=== Work task ===
Leave the pictures out and write out the rest of the listing word for word.

=== Data extract ===
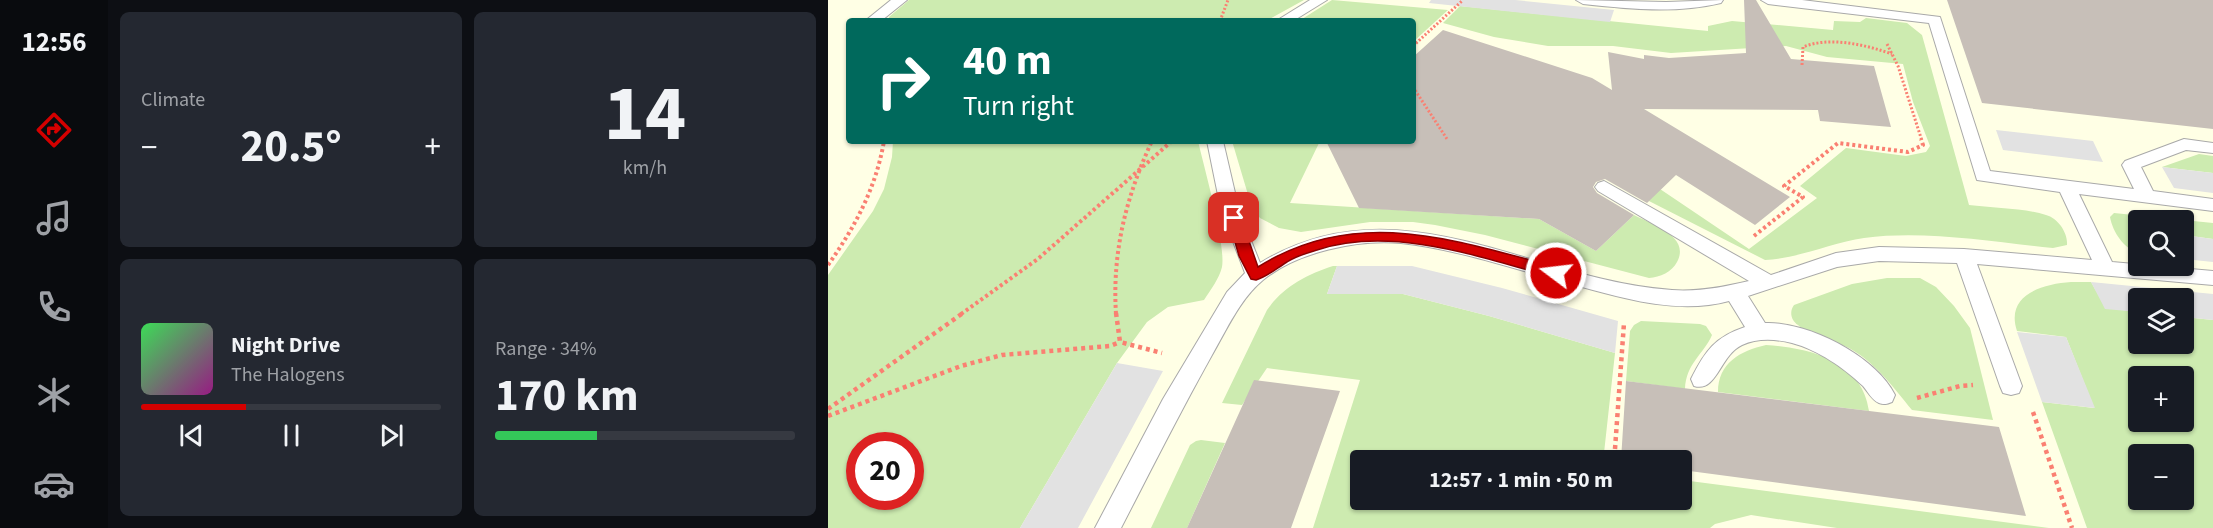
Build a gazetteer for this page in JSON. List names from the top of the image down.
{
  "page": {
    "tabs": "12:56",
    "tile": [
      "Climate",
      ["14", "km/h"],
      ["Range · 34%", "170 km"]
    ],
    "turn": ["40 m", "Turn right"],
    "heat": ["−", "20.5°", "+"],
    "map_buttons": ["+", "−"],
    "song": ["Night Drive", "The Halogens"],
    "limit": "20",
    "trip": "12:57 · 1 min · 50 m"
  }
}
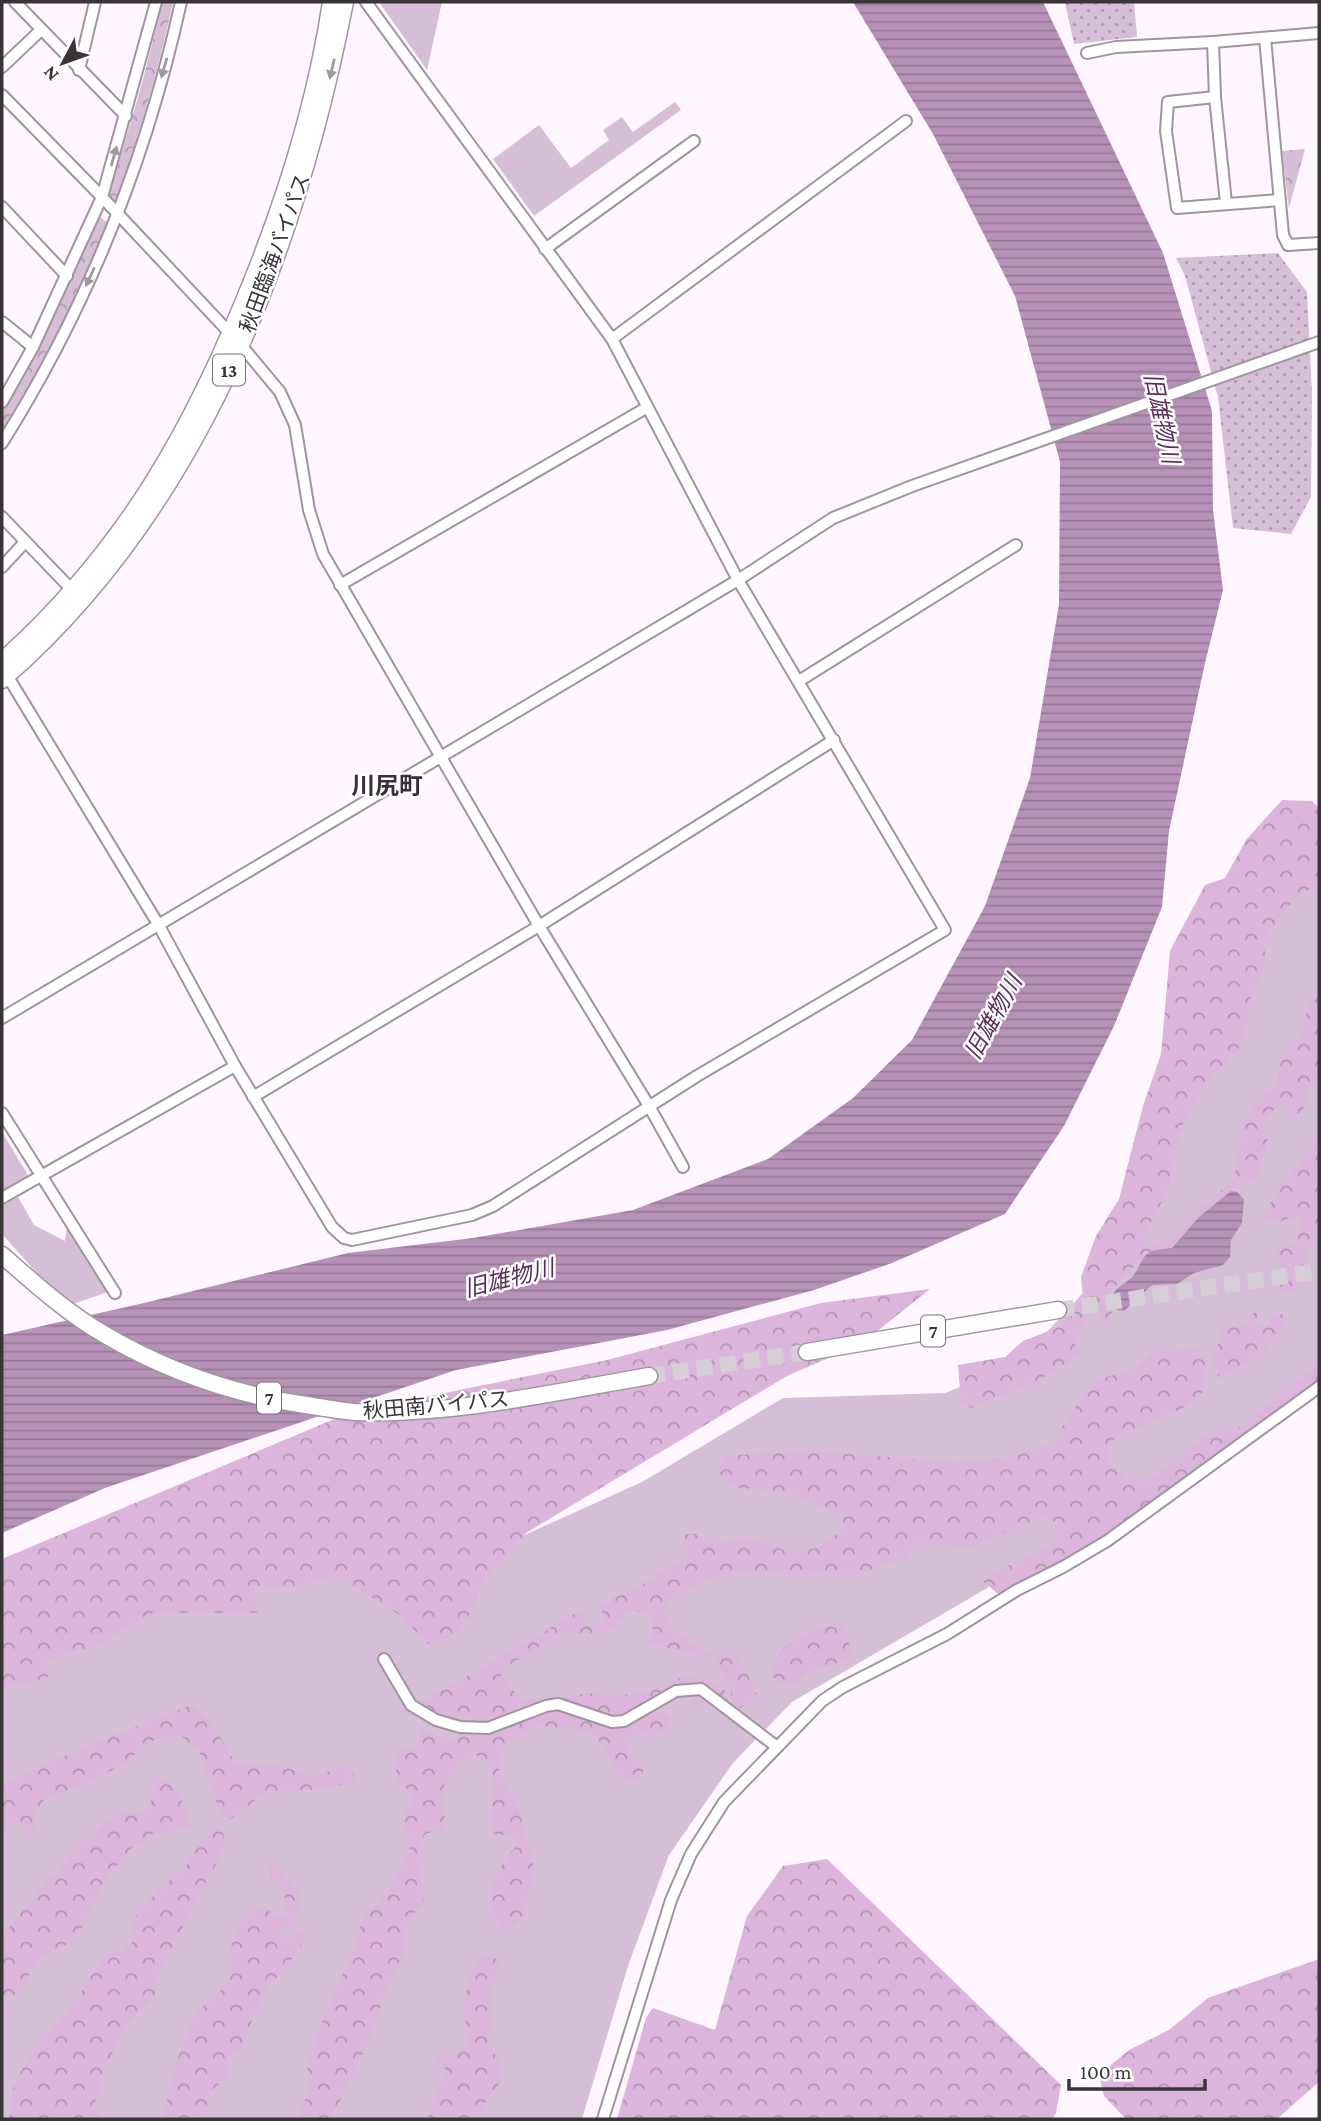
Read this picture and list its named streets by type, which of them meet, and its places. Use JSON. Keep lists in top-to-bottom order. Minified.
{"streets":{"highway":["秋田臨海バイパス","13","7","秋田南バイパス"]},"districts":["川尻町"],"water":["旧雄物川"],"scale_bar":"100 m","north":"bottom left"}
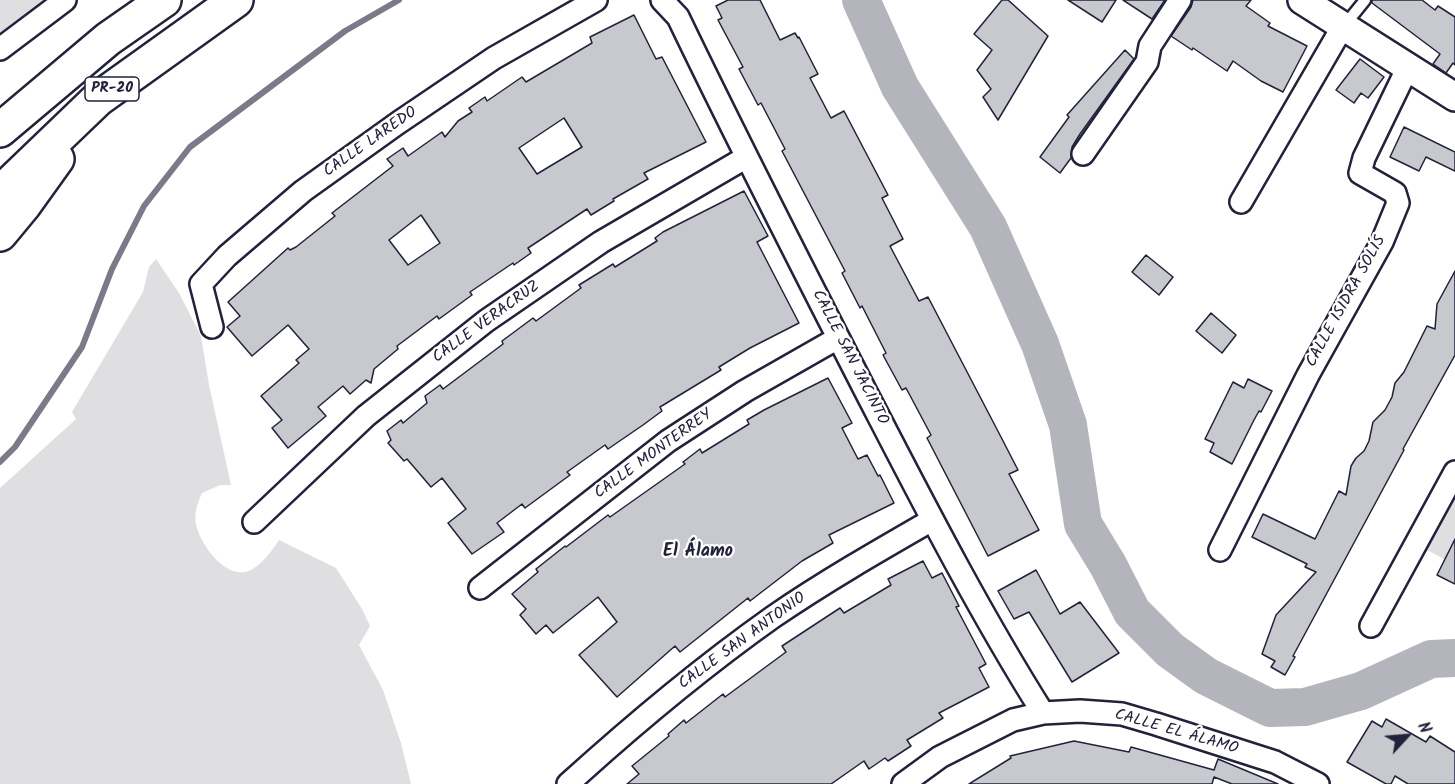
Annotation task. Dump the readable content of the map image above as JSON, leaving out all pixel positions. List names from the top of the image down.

=== The completed task ===
Build a gazetteer for this page in JSON. List names from the top of the image down.
{
  "page": {
    "tabs": "12:56",
    "tile": [
      "Climate",
      ["14", "km/h"],
      ["Range · 34%", "170 km"]
    ],
    "turn": ["40 m", "Turn right"],
    "heat": ["−", "20.5°", "+"],
    "map_buttons": ["+", "−"],
    "song": ["Night Drive", "The Halogens"],
    "limit": "20",
    "trip": "12:57 · 1 min · 50 m"
  }
}
Read this picture and list its named streets by type, which of them meet, and its places. Use JSON. Keep lists in top-to-bottom order. Minified.
{"streets":{"highway":["秋田臨海バイパス","13","7","秋田南バイパス"]},"districts":["川尻町"],"water":["旧雄物川"],"scale_bar":"100 m","north":"bottom left"}
Annotation task. Dump the readable content of the map image above as JSON, leaving out all pixel positions. List names from the top of the image down.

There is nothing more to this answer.